**What you need to do:**
Having read the entries, repeat all of them exactly.

**The input:**
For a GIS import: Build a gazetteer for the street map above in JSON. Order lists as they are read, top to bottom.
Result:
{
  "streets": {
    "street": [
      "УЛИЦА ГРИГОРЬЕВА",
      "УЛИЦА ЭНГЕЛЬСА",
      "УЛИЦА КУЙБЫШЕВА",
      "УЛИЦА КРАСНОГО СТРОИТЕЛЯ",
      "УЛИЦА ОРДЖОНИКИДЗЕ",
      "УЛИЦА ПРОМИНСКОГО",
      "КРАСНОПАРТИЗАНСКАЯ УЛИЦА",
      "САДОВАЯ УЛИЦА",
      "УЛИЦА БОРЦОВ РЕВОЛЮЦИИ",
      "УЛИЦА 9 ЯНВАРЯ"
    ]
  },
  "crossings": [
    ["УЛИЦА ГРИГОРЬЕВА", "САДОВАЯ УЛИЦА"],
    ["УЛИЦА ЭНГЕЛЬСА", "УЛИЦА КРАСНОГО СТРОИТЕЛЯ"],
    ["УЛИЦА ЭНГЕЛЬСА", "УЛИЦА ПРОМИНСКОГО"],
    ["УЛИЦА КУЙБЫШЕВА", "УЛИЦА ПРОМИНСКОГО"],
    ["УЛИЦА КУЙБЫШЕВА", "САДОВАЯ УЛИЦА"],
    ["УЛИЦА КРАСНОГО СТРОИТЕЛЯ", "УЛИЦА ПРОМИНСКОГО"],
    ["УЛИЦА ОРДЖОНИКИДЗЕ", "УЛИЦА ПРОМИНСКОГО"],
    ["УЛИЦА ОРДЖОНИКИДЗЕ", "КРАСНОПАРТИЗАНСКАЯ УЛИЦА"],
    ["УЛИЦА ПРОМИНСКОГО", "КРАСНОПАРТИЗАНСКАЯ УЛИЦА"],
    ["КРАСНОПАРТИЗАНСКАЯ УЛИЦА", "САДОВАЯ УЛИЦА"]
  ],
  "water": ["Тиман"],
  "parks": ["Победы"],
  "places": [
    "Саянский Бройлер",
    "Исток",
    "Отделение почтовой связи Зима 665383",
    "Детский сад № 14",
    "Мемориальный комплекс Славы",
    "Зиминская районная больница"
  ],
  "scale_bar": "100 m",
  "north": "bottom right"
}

**Your response:**
For a GIS import: Build a gazetteer for the street map above in JSON. Order lists as they are read, top to bottom.
Result:
{
  "streets": {
    "street": [
      "УЛИЦА ГРИГОРЬЕВА",
      "УЛИЦА ЭНГЕЛЬСА",
      "УЛИЦА КУЙБЫШЕВА",
      "УЛИЦА КРАСНОГО СТРОИТЕЛЯ",
      "УЛИЦА ОРДЖОНИКИДЗЕ",
      "УЛИЦА ПРОМИНСКОГО",
      "КРАСНОПАРТИЗАНСКАЯ УЛИЦА",
      "САДОВАЯ УЛИЦА",
      "УЛИЦА БОРЦОВ РЕВОЛЮЦИИ",
      "УЛИЦА 9 ЯНВАРЯ"
    ]
  },
  "crossings": [
    ["УЛИЦА ГРИГОРЬЕВА", "САДОВАЯ УЛИЦА"],
    ["УЛИЦА ЭНГЕЛЬСА", "УЛИЦА КРАСНОГО СТРОИТЕЛЯ"],
    ["УЛИЦА ЭНГЕЛЬСА", "УЛИЦА ПРОМИНСКОГО"],
    ["УЛИЦА КУЙБЫШЕВА", "УЛИЦА ПРОМИНСКОГО"],
    ["УЛИЦА КУЙБЫШЕВА", "САДОВАЯ УЛИЦА"],
    ["УЛИЦА КРАСНОГО СТРОИТЕЛЯ", "УЛИЦА ПРОМИНСКОГО"],
    ["УЛИЦА ОРДЖОНИКИДЗЕ", "УЛИЦА ПРОМИНСКОГО"],
    ["УЛИЦА ОРДЖОНИКИДЗЕ", "КРАСНОПАРТИЗАНСКАЯ УЛИЦА"],
    ["УЛИЦА ПРОМИНСКОГО", "КРАСНОПАРТИЗАНСКАЯ УЛИЦА"],
    ["КРАСНОПАРТИЗАНСКАЯ УЛИЦА", "САДОВАЯ УЛИЦА"]
  ],
  "water": ["Тиман"],
  "parks": ["Победы"],
  "places": [
    "Саянский Бройлер",
    "Исток",
    "Отделение почтовой связи Зима 665383",
    "Детский сад № 14",
    "Мемориальный комплекс Славы",
    "Зиминская районная больница"
  ],
  "scale_bar": "100 m",
  "north": "bottom right"
}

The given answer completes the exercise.